I'm doing some research for the summarization task and found out BERT is derived from the Transformer model. In every blog about BERT that I have read, they focus on explaining what is a bidirectional encoder, So, I think this is what made BERT different from the vanilla Transformer model. But as far as I know, the Transformer reads the entire sequence of words at once, therefore it is considered bidirectional too. Can someone point out what I'm missing?
The name provides a clue. BERT (Bidirectional Encoder Representations from Transformers): So basically BERT = Transformer Minus the Decoder
BERT ends with the final representation of the words after the encoder is done processing it.
In Transformer, the above is used in the decoder. That piece of architecture is not there in BERT
BERT (Bidirectional Encoder Representations from Transformers) is a deep learning model that was developed by Google in 2018. It is based on the Transformer architecture, which was introduced in the same year in the paper "Attention Is All You Need".
The main difference between BERT and the vanilla Transformer architecture is that BERT is a bidirectional model, while the Transformer is a unidirectional model.

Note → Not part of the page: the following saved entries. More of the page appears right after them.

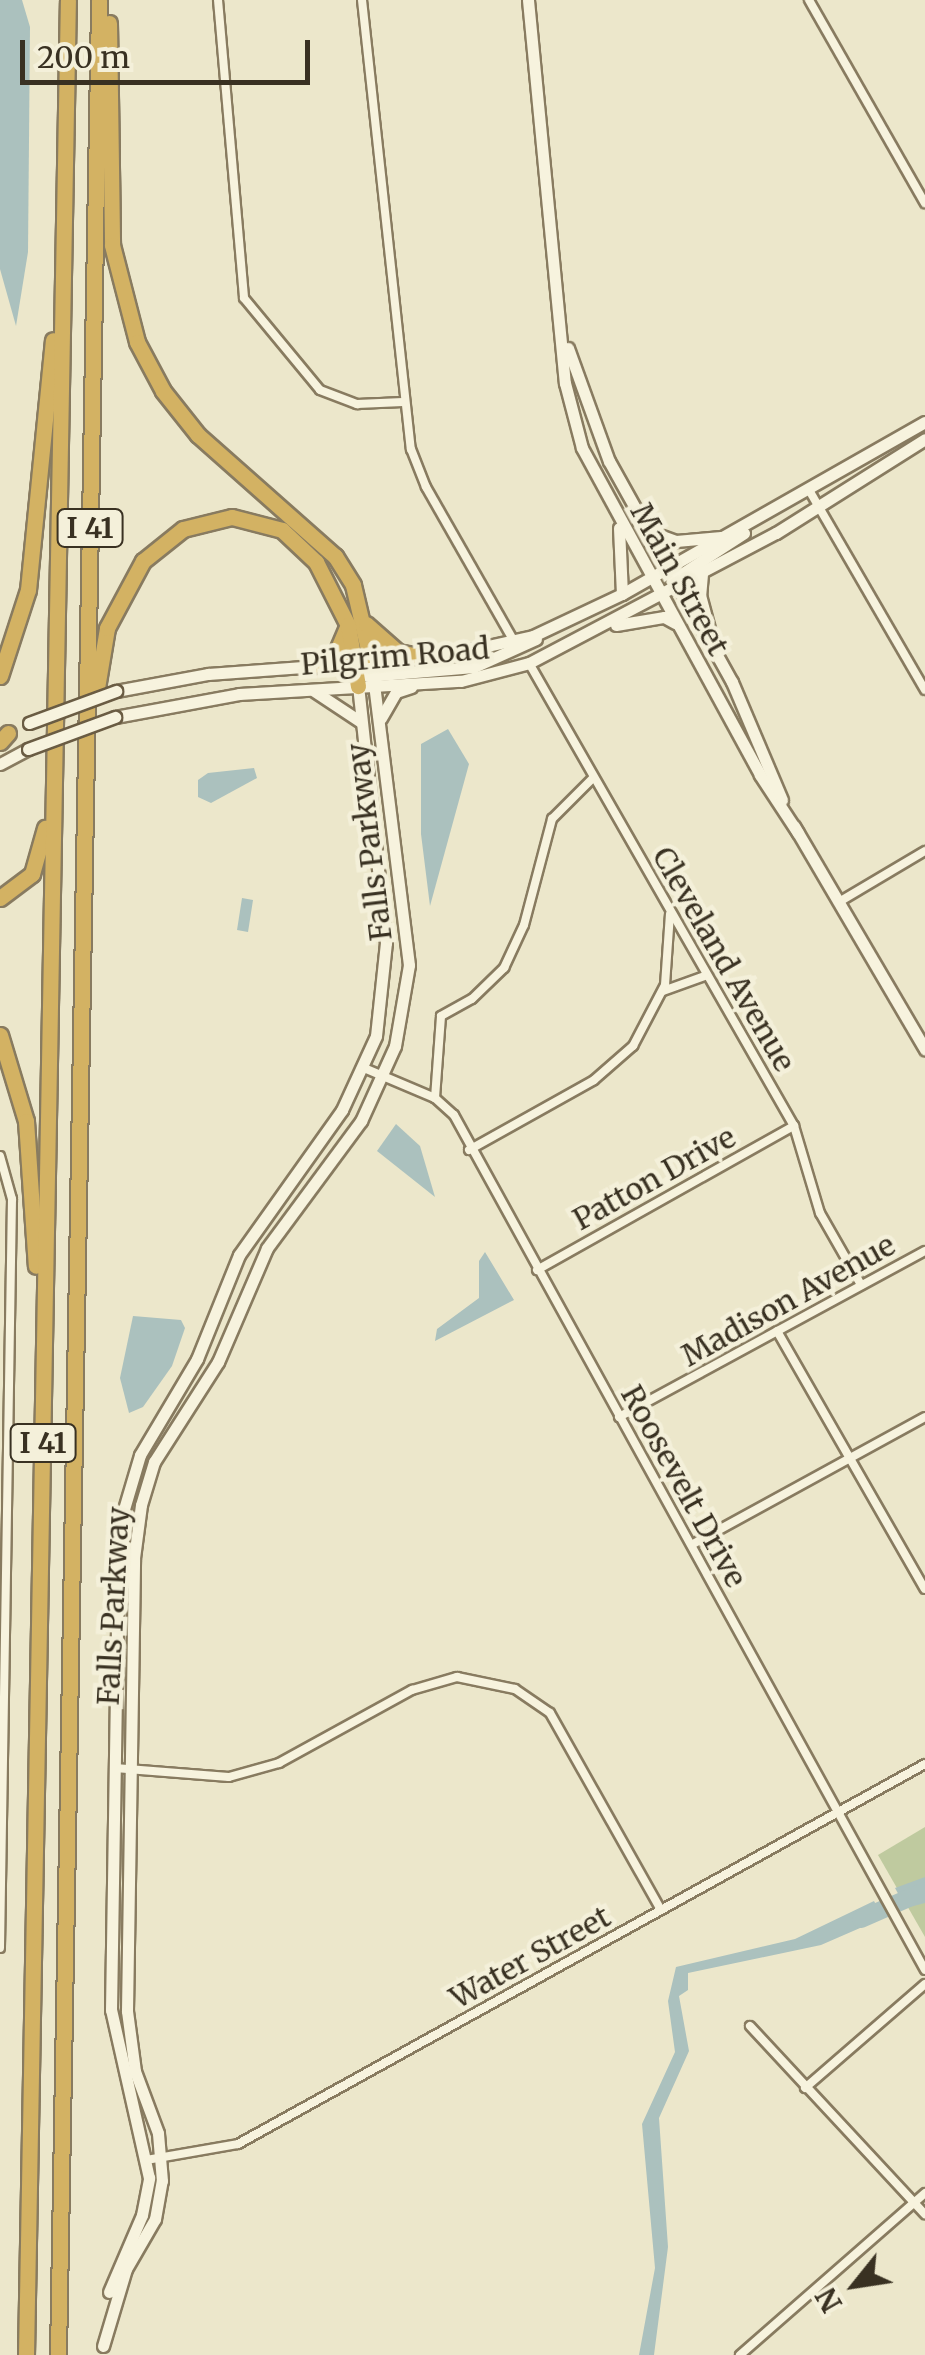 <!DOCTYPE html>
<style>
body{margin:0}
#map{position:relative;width:925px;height:2355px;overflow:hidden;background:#ece7cb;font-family:Merriweather,serif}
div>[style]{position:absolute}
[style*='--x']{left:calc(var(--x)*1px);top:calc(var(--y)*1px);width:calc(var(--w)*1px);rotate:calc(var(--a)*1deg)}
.green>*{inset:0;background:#bfca9f}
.water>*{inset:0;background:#abc1be}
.river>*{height:18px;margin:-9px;padding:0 9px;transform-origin:9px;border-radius:9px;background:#abc1be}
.roads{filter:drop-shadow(2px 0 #887b60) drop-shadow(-2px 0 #887b60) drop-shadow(0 2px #887b60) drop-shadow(0 -2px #887b60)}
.street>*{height:8px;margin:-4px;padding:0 4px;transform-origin:4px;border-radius:4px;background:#f7f3de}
.secondary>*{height:11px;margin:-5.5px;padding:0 5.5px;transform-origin:5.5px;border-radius:5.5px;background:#f7f3de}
.highway>*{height:15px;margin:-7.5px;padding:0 7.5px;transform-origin:7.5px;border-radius:7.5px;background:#d3b263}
.bridges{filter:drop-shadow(2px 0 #6a5c43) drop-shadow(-2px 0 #6a5c43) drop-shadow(0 2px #6a5c43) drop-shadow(0 -2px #6a5c43)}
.secondary-bridge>*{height:11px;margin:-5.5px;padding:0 5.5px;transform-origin:5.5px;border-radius:5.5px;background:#f7f3de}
span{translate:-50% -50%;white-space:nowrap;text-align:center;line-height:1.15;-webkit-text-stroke:9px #f4f0da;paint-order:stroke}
.shield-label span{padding:2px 8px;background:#f4f0da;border:2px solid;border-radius:8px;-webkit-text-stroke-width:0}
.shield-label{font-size:28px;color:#393122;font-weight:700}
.street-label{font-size:30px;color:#393122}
.north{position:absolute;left:805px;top:2235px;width:100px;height:100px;-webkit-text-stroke:8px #f4f0da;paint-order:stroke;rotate:240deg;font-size:28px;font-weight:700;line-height:40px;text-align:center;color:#393122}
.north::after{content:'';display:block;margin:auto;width:35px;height:45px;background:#393122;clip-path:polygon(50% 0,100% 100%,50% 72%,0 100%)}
.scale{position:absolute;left:20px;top:40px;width:290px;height:45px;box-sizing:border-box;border:5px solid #393122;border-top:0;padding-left:12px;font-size:30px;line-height:35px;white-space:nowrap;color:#393122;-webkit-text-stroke:8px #f4f0da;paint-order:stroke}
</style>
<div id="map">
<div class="green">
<div style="clip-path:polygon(925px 1827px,925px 1937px,878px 1855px)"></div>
</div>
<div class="water">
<div style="clip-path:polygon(0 0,22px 0,30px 27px,28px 252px,16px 326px,0 269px)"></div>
<div style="clip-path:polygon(448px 729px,469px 764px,430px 906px,421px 834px,421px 744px)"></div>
<div style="clip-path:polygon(254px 768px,257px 778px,211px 803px,198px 797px,198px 780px,208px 773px)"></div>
<div style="clip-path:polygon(242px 898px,253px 900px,248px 932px,237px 930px)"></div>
<div style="clip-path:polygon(396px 1124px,420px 1146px,435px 1197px,377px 1151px)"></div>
<div style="clip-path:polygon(485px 1252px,514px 1300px,435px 1341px,437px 1329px,479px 1298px,479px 1261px)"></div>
<div style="clip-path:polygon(133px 1316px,181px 1320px,185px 1328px,172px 1366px,143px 1407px,129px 1413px,120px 1378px)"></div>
<div style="clip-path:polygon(925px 1877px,925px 1903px,906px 1908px,895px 1888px)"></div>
<div style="clip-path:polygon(874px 1901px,883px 1918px,821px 1945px,688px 1973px,688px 1990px,679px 1996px,689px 2051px,659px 2118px,668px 2247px,654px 2355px,639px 2355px,655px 2268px,642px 2124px,675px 2052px,668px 2001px,676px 1967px,795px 1939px)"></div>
</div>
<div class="river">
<div style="--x:861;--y:1919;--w:70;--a:-23.6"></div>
</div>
<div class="roads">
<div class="street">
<div style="--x:218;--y:0;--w:299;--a:85"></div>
<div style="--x:244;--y:298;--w:119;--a:50.4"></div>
<div style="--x:320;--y:390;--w:40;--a:21"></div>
<div style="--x:357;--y:404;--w:46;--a:-2.5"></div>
<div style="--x:362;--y:0;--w:452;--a:83.8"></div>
<div style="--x:411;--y:449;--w:41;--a:68.5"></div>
<div style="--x:426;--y:487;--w:177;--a:60.3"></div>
<div style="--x:809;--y:0;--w:234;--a:60.3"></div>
<div style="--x:809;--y:490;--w:231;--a:59.9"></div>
<div style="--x:529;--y:663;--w:533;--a:60.22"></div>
<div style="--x:794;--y:1126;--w:91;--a:73.4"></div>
<div style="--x:820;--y:1213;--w:83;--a:60.3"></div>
<div style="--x:839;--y:902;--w:100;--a:-30.7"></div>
<div style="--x:663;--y:991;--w:45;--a:-19.7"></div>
<div style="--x:364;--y:1068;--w:77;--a:22.9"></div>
<div style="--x:435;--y:1098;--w:25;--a:42"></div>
<div style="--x:454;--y:1115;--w:976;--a:61.15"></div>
<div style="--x:435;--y:1098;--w:82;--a:-85.8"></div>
<div style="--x:441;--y:1016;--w:35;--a:-29"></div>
<div style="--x:472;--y:999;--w:45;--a:-44.1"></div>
<div style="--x:504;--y:968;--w:47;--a:-65.1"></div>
<div style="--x:524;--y:925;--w:110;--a:-75.2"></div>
<div style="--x:552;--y:819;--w:59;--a:-45"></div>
<div style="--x:469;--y:1150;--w:143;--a:-29.2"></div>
<div style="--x:594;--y:1080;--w:52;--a:-41.1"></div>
<div style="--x:633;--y:1046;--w:69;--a:-62.3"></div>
<div style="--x:665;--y:985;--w:71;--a:-86"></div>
<div style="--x:0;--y:1156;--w:45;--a:74.4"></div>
<div style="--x:12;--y:1199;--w:749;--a:90.92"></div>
<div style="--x:537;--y:1270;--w:295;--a:-29.3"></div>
<div style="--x:777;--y:1331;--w:297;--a:60.2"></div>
<div style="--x:619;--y:1417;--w:348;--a:-28.5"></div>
<div style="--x:693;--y:1544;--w:264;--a:-28.7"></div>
<div style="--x:115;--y:1768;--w:114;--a:4.5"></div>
<div style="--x:229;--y:1777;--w:52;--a:-15.6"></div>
<div style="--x:279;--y:1763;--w:152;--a:-28.8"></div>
<div style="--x:412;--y:1690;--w:47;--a:-16.1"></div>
<div style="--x:457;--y:1677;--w:59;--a:11.7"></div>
<div style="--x:515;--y:1689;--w:42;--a:34.4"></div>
<div style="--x:550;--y:1713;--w:226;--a:60.6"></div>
<div style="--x:750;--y:2026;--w:257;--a:47.1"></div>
<div style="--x:805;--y:2088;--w:159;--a:-40.9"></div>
<div style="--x:146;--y:2160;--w:93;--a:-9.9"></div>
<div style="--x:238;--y:2144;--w:785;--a:-28.95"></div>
<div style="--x:740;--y:2355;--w:246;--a:-41.2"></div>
</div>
<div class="secondary">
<div style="--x:528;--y:0;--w:385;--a:84.5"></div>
<div style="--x:565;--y:383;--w:67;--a:75.3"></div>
<div style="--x:582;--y:448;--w:372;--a:61.4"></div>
<div style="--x:760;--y:775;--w:69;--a:56.8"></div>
<div style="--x:568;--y:348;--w:120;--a:70.1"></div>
<div style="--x:609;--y:461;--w:253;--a:60.9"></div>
<div style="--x:732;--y:682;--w:128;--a:67"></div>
<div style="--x:619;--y:528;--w:66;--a:87.4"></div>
<div style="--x:648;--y:531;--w:30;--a:20"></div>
<div style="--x:676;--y:541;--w:45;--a:-5.1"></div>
<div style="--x:702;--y:574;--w:21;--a:95"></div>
<div style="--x:700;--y:595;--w:39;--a:75"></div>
<div style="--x:672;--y:580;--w:86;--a:-33.1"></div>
<div style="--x:616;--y:625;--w:49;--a:-9.5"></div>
<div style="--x:664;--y:617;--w:13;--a:29"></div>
<div style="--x:368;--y:676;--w:106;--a:-4.9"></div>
<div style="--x:474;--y:667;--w:68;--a:-24.3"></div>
<div style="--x:116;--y:691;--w:94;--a:-10.5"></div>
<div style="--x:208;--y:674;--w:231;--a:-4.2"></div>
<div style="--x:438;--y:657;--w:97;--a:-12.5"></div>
<div style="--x:533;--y:636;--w:98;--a:-25.3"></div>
<div style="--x:622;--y:594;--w:348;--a:-29.6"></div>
<div style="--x:314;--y:691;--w:56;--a:33.4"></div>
<div style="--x:115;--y:717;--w:126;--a:-10.5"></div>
<div style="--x:239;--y:694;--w:222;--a:-3.4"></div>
<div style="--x:461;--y:681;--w:70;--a:-14.8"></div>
<div style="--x:529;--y:663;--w:279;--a:-27.8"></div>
<div style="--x:776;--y:533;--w:176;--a:-32.2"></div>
<div style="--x:381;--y:718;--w:30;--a:-60"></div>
<div style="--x:396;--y:692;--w:16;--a:-18"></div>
<div style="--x:0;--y:764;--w:32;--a:-28"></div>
<div style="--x:794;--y:826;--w:259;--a:59.6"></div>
<div style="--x:109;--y:2292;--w:84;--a:-66.8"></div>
<div style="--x:142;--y:2215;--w:38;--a:-79"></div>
<div style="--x:149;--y:2178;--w:172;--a:-102.7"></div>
<div style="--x:111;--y:2010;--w:484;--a:-89.1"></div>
<div style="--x:119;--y:1526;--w:74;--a:-73.5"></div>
<div style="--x:140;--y:1455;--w:112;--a:-59.3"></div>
<div style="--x:197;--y:1359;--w:112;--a:-68"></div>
<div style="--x:239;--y:1255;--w:178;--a:-54.6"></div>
<div style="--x:342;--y:1110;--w:81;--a:-65.3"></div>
<div style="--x:376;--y:1036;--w:94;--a:-83.9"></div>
<div style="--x:386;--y:943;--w:259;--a:-96.2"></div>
<div style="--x:103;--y:2346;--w:80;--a:-73.4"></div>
<div style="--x:126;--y:2269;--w:58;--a:-59.9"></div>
<div style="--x:155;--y:2219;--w:39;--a:-80"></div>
<div style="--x:162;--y:2181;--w:48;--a:-94.8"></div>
<div style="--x:158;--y:2133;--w:66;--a:-110.4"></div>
<div style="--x:135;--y:2071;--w:61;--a:-97.6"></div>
<div style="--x:127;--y:2011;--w:453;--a:-89.1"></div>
<div style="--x:134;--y:1558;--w:53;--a:-82.5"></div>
<div style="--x:141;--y:1505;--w:45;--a:-73.2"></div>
<div style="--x:154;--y:1462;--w:119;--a:-57.4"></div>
<div style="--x:218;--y:1362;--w:124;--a:-66.7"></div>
<div style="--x:267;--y:1248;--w:158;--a:-53.5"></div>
<div style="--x:361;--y:1121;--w:82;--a:-65.6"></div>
<div style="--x:395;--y:1046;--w:82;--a:-80.2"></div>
<div style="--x:409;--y:965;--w:305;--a:-97.1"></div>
</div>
<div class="highway">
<div style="--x:109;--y:23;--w:222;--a:89.2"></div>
<div style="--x:112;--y:245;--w:100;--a:75.5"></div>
<div style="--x:137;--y:342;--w:55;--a:62"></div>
<div style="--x:163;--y:391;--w:56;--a:51.5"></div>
<div style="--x:198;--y:435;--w:183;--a:41.5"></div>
<div style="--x:335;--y:556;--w:34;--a:58"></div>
<div style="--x:353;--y:585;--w:79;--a:76.8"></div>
<div style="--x:366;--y:624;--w:43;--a:41.2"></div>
<div style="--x:398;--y:652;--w:31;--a:11"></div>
<div style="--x:312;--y:666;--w:27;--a:-28"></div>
<div style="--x:336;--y:653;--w:30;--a:-67"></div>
<div style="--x:0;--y:676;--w:90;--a:-72"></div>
<div style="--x:28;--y:590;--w:251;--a:-84.3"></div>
<div style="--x:97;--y:688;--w:61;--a:-80.5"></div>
<div style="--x:107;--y:628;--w:76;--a:-61.8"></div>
<div style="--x:143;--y:561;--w:51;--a:-38.7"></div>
<div style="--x:183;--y:529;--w:50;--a:-13.8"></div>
<div style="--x:232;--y:517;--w:52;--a:14.6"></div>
<div style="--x:282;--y:530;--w:47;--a:43.3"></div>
<div style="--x:316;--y:562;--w:71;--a:63.1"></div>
<div style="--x:348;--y:625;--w:62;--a:80.7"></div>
<div style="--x:0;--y:742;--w:12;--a:-48"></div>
<div style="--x:0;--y:898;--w:40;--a:-37"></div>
<div style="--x:32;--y:874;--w:48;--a:-74.2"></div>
<div style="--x:0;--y:1035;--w:90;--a:73.2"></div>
<div style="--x:26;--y:1121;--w:145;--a:86.1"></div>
<div style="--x:26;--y:2355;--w:2355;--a:-88.98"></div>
<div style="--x:58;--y:2355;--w:2355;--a:-89"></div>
</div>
</div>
<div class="bridges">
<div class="secondary-bridge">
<div style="--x:29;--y:723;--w:93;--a:-20.2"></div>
<div style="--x:28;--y:749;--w:93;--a:-20.2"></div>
</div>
</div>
<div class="shield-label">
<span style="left:90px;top:528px">I 41</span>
<span style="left:43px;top:1443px">I 41</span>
</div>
<div class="street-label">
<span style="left:680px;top:579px;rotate:61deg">Main Street</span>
<span style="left:395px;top:656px;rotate:-5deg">Pilgrim Road</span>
<span style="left:369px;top:842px;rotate:-97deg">Falls Parkway</span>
<span style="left:724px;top:959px;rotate:60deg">Cleveland Avenue</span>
<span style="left:654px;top:1178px;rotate:-29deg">Patton Drive</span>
<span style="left:788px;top:1300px;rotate:-29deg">Madison Avenue</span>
<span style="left:684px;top:1486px;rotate:61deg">Roosevelt Drive</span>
<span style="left:113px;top:1606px;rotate:-87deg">Falls Parkway</span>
<span style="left:530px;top:1957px;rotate:-29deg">Water Street</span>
</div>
<div class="north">N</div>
<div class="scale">200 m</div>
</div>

This means that BERT processes the input text in both forward and backward directions, allowing it to capture contextual information from both the left and right sides of a word. By contrast, the Transformer processes the input text in only one direction, from left to right or right to left.
Another key difference between BERT and the Transformer is that BERT is trained using a specific type of self-supervised learning called "masked language modeling". This involves masking a portion of the input text and then training the model to predict the masked tokens based on the context provided by the unmasked tokens. This allows BERT to learn general-purpose representations of language that can be fine-tuned for a wide range of tasks.
In summary, BERT is a bidirectional version of the Transformer architecture that is trained using masked language modeling, and is designed to learn general-purpose representations of language.